Mas o filme pode decepcionar quem espera ver o ator explodindo de raiva e ameaçando seus subordinados, como fez quando interpretou outro governante da vida real, Henrique 8º, em O Jogo da Rainha, lançado em 2023.
Sua interpretação de Putin — que fala em inglês com um sotaque britânico — é calma e afável, e ele não é nem mesmo o personagem principal da trama.
Mas O Mago do Kremlin oferece uma atuação intrigantemente plausível de como a Rússia de Putin se consolidou após a dissolução da URSS.
Adaptado do best-seller de mesmo nome de Giuliano da Empoli, publicado em 2022, o filme foca no gentil Vadim Baranov (Paul Dano), um personagem fictício inspirado em um político russo real, Vladislav Surkov, que foi conselheiro pessoal de Putin por anos.
Para fazer outra referência a Henrique 8º, O Mago do Kremlin é comparável aos romances Wolf Hall, de Hilary Mantel, no sentido de que fala mais sobre o estrategista astuto por trás do trono do que do monarca sentado nele.

Crédito, Getty Images
No filme, Baranov explica a um acadêmico americano (Jeffrey Wright) que era um estudante no início da década de 1990, quando o comunismo havia entrado em colapso e Moscou fervilhava de jovens desfrutando das novas liberdades que acreditavam nunca perder.
Ele queria ser ator e diretor de teatro, mas logo decidiu que poderia ser mais influente como executivo de televisão, alimentando o público com programas de auditório populares.
É durante esse período que ele é recrutado por Boris Berezovsky — um oligarca real, interpretado pelo ator britânico Will Keen — para ajudar na campanha de reeleição do presidente, já em idade avançada, Boris Yeltsin.
Um dos truques era amarrar Yeltsin à cadeira para que ele se mantivesse ereto em vez de cair sobre a mesa, e depois dublar trechos de discursos antigos sobre seu jeito de falar arrastado.
Tanto Berezovsky quanto Baranov concordavam que, na política, as aparências podiam valer mais do que a realidade.
Yeltsin é reeleito, mas Berezovsky sabe que o tempo dele no cargo estava chegando ao fim, assim como o do regime movido a dinheiro.
O capitalismo transformou a Rússia em um supermercado, argumenta Berezovsky, enquanto seus cidadãos anseiam pelo feudo que um dia conheceram.

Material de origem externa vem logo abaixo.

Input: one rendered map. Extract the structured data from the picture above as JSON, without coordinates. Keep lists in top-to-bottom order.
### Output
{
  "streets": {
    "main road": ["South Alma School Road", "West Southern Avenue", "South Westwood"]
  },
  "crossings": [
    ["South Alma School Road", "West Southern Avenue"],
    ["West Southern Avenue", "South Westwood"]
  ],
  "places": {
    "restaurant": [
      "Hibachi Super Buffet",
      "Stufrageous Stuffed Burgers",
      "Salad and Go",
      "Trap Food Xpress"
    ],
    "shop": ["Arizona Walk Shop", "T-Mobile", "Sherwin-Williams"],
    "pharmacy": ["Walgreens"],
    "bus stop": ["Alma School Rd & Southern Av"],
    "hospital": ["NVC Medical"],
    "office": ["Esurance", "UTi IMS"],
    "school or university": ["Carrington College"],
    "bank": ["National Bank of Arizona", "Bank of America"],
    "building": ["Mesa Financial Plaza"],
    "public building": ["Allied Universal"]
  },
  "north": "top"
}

E eles não querem ser liderados por mais um político que fala sobre estatísticas, eles querem alguém que pareça duro e direto.
A pessoa que Berezovsky tem em mente para primeiro-ministro, e depois presidente, é Vladimir Vladimirovich Putin.
“Ele não é nenhum gênio, mas vai se sair bem por enquanto”, diz o oligarca.
O erro de Berezovksky é acreditar que Putin ainda vai querer seus conselhos quando assumisse o poder.
‘Contido e metódico’
Na realidade, os russos preferem “homens fortes” agressivos a empresários espalhafatosos.
Berezovsky logo é expulso do Kremlin, e depois do país. Já Baranov é esperto o suficiente para entregar o que seu novo chefe quer, em grande parte aproveitando sua experiência no teatro e televisão.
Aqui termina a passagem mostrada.